==== RECORDS PROVIDED

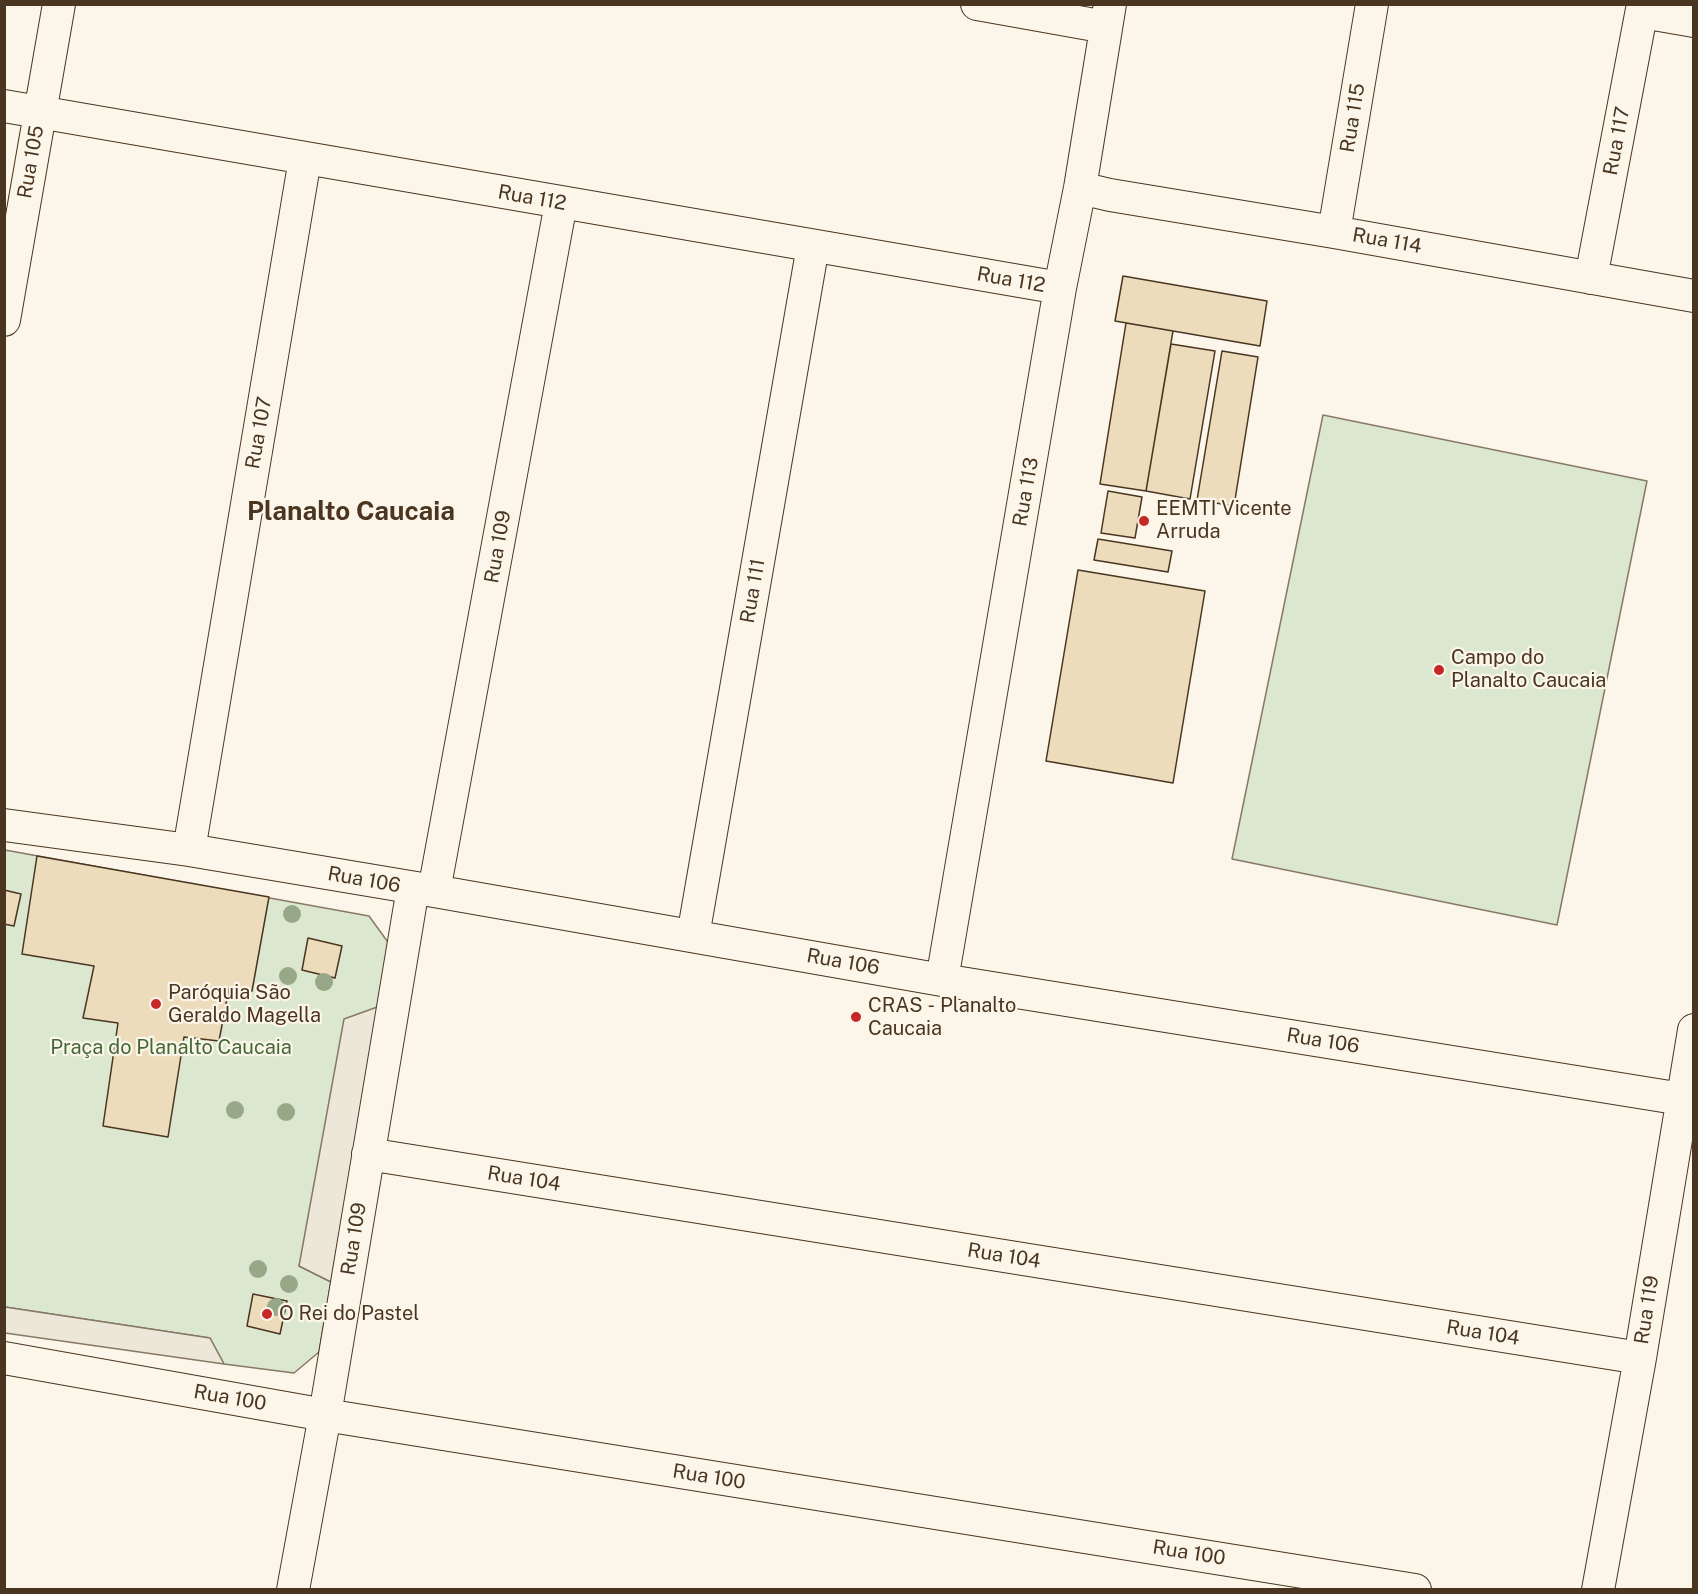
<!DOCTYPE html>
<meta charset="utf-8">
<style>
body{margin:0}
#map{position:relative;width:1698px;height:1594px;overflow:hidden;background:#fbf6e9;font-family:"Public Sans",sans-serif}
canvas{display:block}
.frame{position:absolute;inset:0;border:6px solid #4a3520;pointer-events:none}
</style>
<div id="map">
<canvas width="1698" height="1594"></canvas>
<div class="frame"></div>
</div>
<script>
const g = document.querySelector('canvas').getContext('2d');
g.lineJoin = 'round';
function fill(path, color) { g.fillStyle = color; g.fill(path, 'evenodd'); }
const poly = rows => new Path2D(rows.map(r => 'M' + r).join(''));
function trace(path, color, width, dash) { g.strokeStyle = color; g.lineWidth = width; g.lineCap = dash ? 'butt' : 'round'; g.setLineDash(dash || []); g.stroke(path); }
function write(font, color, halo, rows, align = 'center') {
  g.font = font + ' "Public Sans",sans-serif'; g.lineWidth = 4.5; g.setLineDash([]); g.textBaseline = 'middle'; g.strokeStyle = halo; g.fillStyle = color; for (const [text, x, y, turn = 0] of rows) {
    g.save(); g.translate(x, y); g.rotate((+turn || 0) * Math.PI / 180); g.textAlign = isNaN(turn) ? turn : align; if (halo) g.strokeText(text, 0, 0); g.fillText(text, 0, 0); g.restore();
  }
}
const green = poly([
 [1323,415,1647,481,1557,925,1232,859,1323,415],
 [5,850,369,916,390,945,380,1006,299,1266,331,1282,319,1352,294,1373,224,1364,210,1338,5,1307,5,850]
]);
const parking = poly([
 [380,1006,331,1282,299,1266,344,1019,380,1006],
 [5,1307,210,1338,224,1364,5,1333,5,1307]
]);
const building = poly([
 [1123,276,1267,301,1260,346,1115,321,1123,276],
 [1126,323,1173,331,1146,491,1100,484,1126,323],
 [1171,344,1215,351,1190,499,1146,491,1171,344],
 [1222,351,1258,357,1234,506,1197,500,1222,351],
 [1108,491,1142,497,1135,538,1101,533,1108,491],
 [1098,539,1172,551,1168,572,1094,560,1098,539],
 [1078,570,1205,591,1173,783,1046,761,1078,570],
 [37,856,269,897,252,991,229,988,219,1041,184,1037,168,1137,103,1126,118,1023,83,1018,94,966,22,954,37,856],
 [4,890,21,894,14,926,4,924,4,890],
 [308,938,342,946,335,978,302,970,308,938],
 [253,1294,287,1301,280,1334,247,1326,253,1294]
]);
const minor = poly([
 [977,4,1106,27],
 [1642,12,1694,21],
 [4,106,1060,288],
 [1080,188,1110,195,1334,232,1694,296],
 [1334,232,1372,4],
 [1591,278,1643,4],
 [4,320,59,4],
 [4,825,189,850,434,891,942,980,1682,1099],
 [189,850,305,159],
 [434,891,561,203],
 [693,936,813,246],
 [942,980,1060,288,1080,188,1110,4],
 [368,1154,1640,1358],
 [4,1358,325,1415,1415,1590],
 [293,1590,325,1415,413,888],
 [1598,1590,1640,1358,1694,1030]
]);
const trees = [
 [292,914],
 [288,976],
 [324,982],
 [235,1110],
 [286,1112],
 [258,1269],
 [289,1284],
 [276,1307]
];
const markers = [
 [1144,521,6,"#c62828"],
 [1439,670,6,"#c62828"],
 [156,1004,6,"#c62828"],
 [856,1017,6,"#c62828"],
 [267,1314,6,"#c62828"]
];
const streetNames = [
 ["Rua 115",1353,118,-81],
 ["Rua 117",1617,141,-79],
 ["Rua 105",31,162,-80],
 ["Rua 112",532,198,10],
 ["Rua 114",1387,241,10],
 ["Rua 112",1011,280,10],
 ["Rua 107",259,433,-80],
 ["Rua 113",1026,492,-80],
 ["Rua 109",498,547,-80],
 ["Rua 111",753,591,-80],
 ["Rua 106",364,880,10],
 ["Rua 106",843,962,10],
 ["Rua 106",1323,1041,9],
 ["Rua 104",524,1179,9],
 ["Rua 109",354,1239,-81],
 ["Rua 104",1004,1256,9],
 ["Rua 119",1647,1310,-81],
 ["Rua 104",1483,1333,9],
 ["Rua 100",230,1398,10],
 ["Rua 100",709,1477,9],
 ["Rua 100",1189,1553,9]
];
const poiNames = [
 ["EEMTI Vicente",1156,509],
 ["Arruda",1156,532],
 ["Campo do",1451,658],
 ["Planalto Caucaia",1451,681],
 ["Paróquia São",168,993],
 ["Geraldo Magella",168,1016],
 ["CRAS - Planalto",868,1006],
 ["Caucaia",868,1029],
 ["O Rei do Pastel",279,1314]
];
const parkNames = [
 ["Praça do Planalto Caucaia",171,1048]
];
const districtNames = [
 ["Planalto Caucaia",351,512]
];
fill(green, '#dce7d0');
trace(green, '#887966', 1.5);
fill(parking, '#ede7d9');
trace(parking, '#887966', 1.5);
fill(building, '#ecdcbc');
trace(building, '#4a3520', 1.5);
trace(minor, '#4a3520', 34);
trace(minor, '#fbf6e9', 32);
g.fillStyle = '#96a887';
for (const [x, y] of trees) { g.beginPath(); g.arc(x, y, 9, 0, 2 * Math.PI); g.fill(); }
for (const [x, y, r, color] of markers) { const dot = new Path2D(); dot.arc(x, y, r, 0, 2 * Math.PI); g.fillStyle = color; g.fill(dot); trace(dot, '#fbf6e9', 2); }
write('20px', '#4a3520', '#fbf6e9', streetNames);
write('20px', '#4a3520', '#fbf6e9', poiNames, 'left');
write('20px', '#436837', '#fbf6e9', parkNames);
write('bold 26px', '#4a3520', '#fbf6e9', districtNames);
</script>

========
==== RECORDS PROVIDED

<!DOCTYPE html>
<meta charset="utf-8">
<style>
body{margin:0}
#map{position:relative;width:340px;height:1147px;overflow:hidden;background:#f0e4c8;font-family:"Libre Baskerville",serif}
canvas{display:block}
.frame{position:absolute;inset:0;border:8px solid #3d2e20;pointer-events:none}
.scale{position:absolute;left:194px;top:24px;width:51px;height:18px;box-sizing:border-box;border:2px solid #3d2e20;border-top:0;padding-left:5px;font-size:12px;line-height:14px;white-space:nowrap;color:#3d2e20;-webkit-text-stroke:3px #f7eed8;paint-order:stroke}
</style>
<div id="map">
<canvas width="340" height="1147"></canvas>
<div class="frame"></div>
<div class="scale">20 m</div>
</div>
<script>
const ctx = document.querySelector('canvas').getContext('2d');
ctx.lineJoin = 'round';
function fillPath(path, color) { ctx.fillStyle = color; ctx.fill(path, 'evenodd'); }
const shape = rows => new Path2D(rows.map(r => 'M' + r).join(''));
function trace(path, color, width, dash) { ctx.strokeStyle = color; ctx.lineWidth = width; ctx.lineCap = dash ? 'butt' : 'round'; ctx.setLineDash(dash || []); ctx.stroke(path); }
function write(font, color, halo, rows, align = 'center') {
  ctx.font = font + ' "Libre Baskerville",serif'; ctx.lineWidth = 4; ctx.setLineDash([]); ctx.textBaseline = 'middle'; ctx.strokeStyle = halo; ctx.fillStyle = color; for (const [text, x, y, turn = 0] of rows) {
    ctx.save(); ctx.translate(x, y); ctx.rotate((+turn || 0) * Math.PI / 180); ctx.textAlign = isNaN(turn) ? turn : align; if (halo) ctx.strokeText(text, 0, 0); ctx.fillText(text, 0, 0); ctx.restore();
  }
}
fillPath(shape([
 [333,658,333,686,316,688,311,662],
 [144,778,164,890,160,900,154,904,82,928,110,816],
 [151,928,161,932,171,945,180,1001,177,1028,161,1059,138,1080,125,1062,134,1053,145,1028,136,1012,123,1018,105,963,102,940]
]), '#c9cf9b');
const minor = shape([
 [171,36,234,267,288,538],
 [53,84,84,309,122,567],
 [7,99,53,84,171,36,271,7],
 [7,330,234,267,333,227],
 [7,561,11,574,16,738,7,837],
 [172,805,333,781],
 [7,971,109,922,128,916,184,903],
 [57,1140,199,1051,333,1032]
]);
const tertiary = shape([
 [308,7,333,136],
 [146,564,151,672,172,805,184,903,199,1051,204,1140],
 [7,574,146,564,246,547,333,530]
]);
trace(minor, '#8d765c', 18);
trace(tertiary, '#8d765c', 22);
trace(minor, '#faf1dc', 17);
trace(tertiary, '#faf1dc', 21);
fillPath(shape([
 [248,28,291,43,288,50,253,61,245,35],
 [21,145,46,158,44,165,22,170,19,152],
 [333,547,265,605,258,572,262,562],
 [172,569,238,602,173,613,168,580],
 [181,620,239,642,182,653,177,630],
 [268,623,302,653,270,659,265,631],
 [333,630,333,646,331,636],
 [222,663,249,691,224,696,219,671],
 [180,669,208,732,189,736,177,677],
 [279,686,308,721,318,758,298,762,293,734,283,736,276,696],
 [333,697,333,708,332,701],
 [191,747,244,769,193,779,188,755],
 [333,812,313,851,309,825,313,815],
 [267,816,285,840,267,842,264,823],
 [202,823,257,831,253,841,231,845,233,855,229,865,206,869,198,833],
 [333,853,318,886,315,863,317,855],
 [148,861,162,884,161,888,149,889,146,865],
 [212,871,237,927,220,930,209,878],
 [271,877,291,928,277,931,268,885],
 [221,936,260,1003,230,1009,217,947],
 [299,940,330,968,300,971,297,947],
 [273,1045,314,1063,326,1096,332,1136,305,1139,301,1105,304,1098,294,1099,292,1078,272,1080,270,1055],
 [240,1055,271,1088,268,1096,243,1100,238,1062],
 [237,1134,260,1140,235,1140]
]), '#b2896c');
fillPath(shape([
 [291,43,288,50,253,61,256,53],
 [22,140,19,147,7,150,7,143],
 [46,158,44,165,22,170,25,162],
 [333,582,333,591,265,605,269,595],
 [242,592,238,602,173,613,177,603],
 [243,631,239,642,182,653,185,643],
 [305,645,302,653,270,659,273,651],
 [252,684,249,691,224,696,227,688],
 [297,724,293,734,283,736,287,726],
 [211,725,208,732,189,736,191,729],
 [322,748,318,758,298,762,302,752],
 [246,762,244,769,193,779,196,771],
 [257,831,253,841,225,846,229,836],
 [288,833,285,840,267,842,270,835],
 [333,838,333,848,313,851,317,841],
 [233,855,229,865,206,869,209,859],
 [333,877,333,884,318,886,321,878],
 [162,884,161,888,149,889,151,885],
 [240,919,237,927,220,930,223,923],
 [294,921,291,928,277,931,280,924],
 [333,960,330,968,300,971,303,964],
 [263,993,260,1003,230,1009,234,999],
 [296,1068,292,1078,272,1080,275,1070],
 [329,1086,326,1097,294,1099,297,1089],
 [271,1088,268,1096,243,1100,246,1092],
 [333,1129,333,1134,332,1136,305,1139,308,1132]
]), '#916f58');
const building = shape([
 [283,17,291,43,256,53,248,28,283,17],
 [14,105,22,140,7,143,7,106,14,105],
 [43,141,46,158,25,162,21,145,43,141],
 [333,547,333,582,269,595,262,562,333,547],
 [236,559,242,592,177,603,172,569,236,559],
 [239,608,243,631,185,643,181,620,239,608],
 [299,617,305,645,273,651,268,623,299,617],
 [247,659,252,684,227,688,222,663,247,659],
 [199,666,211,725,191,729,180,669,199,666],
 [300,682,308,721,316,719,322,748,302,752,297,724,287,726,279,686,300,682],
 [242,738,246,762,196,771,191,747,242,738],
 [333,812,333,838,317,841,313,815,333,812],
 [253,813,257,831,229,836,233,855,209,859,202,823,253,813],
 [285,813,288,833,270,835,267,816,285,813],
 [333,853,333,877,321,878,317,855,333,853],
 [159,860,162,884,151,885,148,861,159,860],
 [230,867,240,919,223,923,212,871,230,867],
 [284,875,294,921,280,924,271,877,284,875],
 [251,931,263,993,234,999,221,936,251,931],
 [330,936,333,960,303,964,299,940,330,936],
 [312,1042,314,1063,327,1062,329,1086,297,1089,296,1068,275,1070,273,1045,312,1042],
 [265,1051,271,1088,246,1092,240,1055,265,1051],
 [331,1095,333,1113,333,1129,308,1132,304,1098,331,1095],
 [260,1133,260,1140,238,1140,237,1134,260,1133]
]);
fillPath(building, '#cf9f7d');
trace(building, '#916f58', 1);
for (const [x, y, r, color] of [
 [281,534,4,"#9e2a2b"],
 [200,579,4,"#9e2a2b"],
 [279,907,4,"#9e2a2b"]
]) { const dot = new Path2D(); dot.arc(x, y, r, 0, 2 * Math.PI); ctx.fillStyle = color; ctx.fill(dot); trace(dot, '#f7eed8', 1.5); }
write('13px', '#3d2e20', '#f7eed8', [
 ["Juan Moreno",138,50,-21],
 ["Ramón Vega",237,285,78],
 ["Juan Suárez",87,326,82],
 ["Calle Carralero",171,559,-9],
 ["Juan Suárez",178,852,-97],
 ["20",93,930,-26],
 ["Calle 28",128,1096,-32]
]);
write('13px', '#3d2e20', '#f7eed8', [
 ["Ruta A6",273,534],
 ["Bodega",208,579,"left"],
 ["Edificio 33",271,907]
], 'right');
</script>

========

◆ TASK TO COMPLETE
Write down, word for word, the lines above from the one containing "function fill(path, color)" through the one containing "[5,1307,210,1338,224,1364,5,1333,5,1307]", both ends included.

◆ TASK OUTPUT
function fill(path, color) { g.fillStyle = color; g.fill(path, 'evenodd'); }
const poly = rows => new Path2D(rows.map(r => 'M' + r).join(''));
function trace(path, color, width, dash) { g.strokeStyle = color; g.lineWidth = width; g.lineCap = dash ? 'butt' : 'round'; g.setLineDash(dash || []); g.stroke(path); }
function write(font, color, halo, rows, align = 'center') {
  g.font = font + ' "Public Sans",sans-serif'; g.lineWidth = 4.5; g.setLineDash([]); g.textBaseline = 'middle'; g.strokeStyle = halo; g.fillStyle = color; for (const [text, x, y, turn = 0] of rows) {
    g.save(); g.translate(x, y); g.rotate((+turn || 0) * Math.PI / 180); g.textAlign = isNaN(turn) ? turn : align; if (halo) g.strokeText(text, 0, 0); g.fillText(text, 0, 0); g.restore();
  }
}
const green = poly([
 [1323,415,1647,481,1557,925,1232,859,1323,415],
 [5,850,369,916,390,945,380,1006,299,1266,331,1282,319,1352,294,1373,224,1364,210,1338,5,1307,5,850]
]);
const parking = poly([
 [380,1006,331,1282,299,1266,344,1019,380,1006],
 [5,1307,210,1338,224,1364,5,1333,5,1307]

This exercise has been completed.